He also described the city as dead, accused the council of allowing the city to be "hijacked" by drunks, criminals, and "low-cost tourists", and criticized the council for not investing more money into development causing property development companies to go bankrupt. Gold Coast mayor Ron Clarke dismissed Abedian's concerns noting he had not lived in the city for some time.

In 2012 a talk given by Joe Hockey and Tim Nicholls which was related to Liberal National Party fundraising vehicle Platinum Circle was hosted at Sunland's Palazzo Versace Hotel on the Gold Coast and in 2013 Abedian personally donated $3500 to Liberal National Party fundraising vehicle Platinum Circle, although in 2015 he publicly criticized the Tony Abbott governments tax policy calling for personal tax rates for those earning under $50,000 to be dropped to zero and for those earning over $1 million to be taxed at seventy-five percent.
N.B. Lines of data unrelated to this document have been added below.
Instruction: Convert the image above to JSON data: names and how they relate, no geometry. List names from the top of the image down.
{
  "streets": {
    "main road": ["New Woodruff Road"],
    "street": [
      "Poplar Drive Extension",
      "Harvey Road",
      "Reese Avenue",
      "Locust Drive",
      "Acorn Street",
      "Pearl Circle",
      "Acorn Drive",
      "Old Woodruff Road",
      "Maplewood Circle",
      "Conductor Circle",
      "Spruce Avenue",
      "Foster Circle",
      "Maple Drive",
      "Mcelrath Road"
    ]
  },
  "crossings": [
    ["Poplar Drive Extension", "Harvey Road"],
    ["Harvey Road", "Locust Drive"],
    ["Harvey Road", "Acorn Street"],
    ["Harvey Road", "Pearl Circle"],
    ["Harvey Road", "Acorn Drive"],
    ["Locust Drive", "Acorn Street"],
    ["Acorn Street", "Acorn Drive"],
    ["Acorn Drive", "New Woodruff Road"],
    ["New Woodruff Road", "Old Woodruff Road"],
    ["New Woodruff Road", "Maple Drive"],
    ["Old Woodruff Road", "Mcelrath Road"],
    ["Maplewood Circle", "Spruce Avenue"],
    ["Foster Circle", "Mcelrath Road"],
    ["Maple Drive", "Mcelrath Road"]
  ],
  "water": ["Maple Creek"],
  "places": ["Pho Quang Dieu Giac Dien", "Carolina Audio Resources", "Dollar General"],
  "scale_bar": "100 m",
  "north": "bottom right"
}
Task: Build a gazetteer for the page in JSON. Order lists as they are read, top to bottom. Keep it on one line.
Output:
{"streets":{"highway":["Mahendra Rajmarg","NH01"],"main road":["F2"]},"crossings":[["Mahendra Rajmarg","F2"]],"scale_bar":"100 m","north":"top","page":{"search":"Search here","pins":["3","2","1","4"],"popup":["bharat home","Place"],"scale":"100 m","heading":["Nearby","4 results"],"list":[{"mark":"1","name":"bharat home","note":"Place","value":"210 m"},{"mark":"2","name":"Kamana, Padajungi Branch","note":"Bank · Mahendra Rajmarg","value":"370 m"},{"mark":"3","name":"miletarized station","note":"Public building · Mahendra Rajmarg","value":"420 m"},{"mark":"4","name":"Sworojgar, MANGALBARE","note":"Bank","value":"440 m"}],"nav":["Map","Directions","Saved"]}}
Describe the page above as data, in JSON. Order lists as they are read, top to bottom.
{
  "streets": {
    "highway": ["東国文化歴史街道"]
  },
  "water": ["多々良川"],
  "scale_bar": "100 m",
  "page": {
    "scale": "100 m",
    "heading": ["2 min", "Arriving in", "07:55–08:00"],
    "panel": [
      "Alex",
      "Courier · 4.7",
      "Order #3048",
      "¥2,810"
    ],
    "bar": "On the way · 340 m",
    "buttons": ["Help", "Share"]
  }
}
In 2015 the Sunland Group began attempting to secure approval to build two forty-four story towers on the Gold Coast Spit and Abedian began meeting with Gold Coast councillors in order to secure the council votes necessary to receive planning approval. In 2016 the development became a divisive issue in the Gold Coast Council election with the Save Our Spit Association protesting the development and mayoral candidate Gary Baildon having his transparency questioned during a mayoral debate as he had accepted $18,000 in donations from Sunland in 2004. In 2016 Abedian gave a talk as keynote speaker at a TSS Foundation breakfast whose attendees included Gold Coast council members at which he stated: "For many of the so-called knowledgeable people, they have no clue about architecture, they have no clue about the future of the city, they do not understand how a new destination is going to emerge . . . They call me names and say, ‘Go back where you came from’ but I cannot because they would hang me. . . So one day if this goes ahead I will put out a sign for these associations, these Save Our Spit associations and the so-called architects who say they know something but they don’t know shit." The company threatened to build a mediocre shopping centre if the towers were not approved later in 2016. As of September 2016 a special anti-corruption taskforce had been assigned to investigate links between Liberal MP Stuart Robert and the towers project in light of Sunland's lobbyist donating funds to a fundraising arm of the Liberal National Party which Robert used to donate $60,000 to candidates in the 2016 Gold Coast City Council elections, and the fact Robert had written a letter to the Gold Coast City Council urging them to support the project despite the city not being in his electorate. Media reports also raised the fact Abedian had made thousands of dollars in personal donations to the Liberal Party prior to Robert advising the Gold Coast City Council to support the Sunland development.

In 2017 Abedian criticized the Queensland state Labor government for not approving the project saying:"I hope one day our elected representatives put the party politics aside and think about how best they can serve the people. We are happy to approve mining that destroyed our environment and not to approve hotels that is the cleanest industry in the world . . ."

In October 2018 the Queensland State Government passed laws criminalizing property developers making political donations, however in 2019 concerns were raised in the Gold Coast Council that Abedian had made donations to a charity which the Mayoress of the Gold Coast was a director of. Similarly in 2005 Anne Jamieson, the General Manager for the Sunland Group, had been accused of threatening to withhold donations to the Mayoresses charity if the Gold Coast Council did not co-operate with the Sunland Group which she denied. Also in 2019 Gold Coast council member Hermann Vorster reported in the Council minutes that Abedian had said to him "I hope at the next election it will be proven
you do not deserve to sit on the chair you occupy." reporting the encounter as a possible conflict of interest. Abedian then publicly criticized Vorster for pursuing re-election.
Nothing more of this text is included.